Sify.com's Bhagya sends in Kamalpreet's post-performance reaction :-)
The athletics contingent was vociferously cheering on Kamalpreet during the women's discus throw event. However, she failed to get anywhere near her personal best in her 6 attempts, finishing 6th. When asked who has the best chance of winning a medal in athletics she had no hesitation in picking India's javelin throw prodigy Neeraj Chopra.
During the mixed zone interaction she revealed that it is cricket which is her passion and she is a batter. But due to the sidearm and overarm difference between the two sports, she plays less cricket.
Fouaad Mirza finishes 23rd out of 25 with a final score of 59.60 penalty points as Germany's Julia Krajewski wins Gold (26.00), Great Britain's Tom McEwen wins Silver (29.30) and Australia's Andrew Hoy wins Bronze (29.60) in the eventing individual final.
Awwww! The final attempt goes foul. Kamalpreet ends her journey after finishing in 6th position. Well played, though. She fought well and remains a champion irrespective of the results, competing in less than ideal conditions. Well done, Kamalpreet!
Accidental Olympian, dancer-turned-discus thrower Valarie Allman of US wins Gold (68.98m). Kristin Pudenz of Germany wins Silver (66.86m), Cuba's Yaime Perez wins Bronze (65.72).
Billions of blessings
Kamalpreet is winning tweet accolades for her valiant efforts:
This is her fifth attempt. It seems to be a little less than her best. -- 61.37m. Her coach doesn't seem to be too happy with her performance. She goes over to the sidelines to have a chat with him before returning for her final attempt.

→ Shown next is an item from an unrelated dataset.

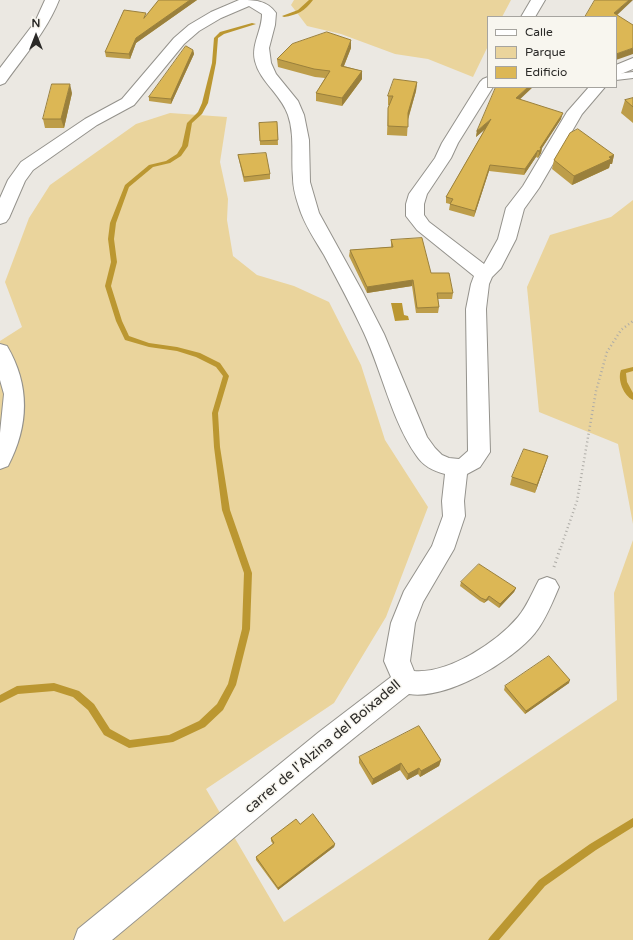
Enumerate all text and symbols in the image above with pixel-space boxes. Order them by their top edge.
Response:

Out of the 12 participants, the bottom four will fall out, while the top 8 get three more throws. So Kamalpreet has a chance to try again. She is unlikely to get gold but if she is lucky and hits her personal best, she could get Bronze. The order of the participants will now be reversed ... So, Germany's Marike Steinacker, who is 8th, goes first, followed by Jamaica's Shane Lawrence, ... and Kamalpreet, at 6th, goes third. And it's a foul throw.
Kamalpreet Kaur gets ready for her third throw -- in less than ideal conditions. Her best attempt precariously placed her in the 8th position after all athletes have finished their second throw.
She scores 63.70 and moves up to 6th position.
The athletes, I am guessing, aren't happy with the condition, as I could see the volunteers drying it with a towel. Despite the language issue, the volunteers are doing a wonderful job.
The third round will begin afresh. Players are given warm-up time.
Finally the drizzle has stopped and the athletes are back on the field. Kamalpreet needs one good throw to make the cut. Make the podium, rather?
The Japan National Stadium, popularly known as the Olympic Stadium, is where the athletic events take place. This is also where the Opening Ceremony was held (and the Closing Ceremony is due to be held).
While resumption of action looks bleak, there's more bad news in store. An approaching typhoon is certain to disrupt some part of the Games. Is this just a trailer of what is to follow?
In Japan, the weather is hot and humid during July and August. For this reason, the Olympic host has faced flak after describing the heat conditions as 'mild' and 'ideal' during the bidding process.
The heavy drizzle is making things difficult for the athletes. Rollers have been put to good use by volunteers in order to soak the water off the athletes' circle where the discus throwers take position. As of now, Games delayed due to rain. Don't go away, though. Stay tuned for the latest updates.
The athletes have taken shelter under the umbrella. Will this break in play help Kamalpreet?
Kamalpreet is pacing up and down to keep herself warm. She has in the past crossed the 65m mark and here in Tokyo it was the 64m attempt that won her a spot in the final. Kamalpreet is ready for her second attempt.
I am seated in the Press Tribune at the Olympic Stadium. Boy, this is grand! Women's Discus Throw Finals - announcement was made and India's Kamalpreet made her entry. Kamalpreet just completed her first throw which was only 61.62m. Remember she had a throw of 64m in order to qualify for the final. The next throw by USA's Valerie Allman was an outstanding 68.98m. Kamalpreet is currently placed 8th in the list of 12 athletes.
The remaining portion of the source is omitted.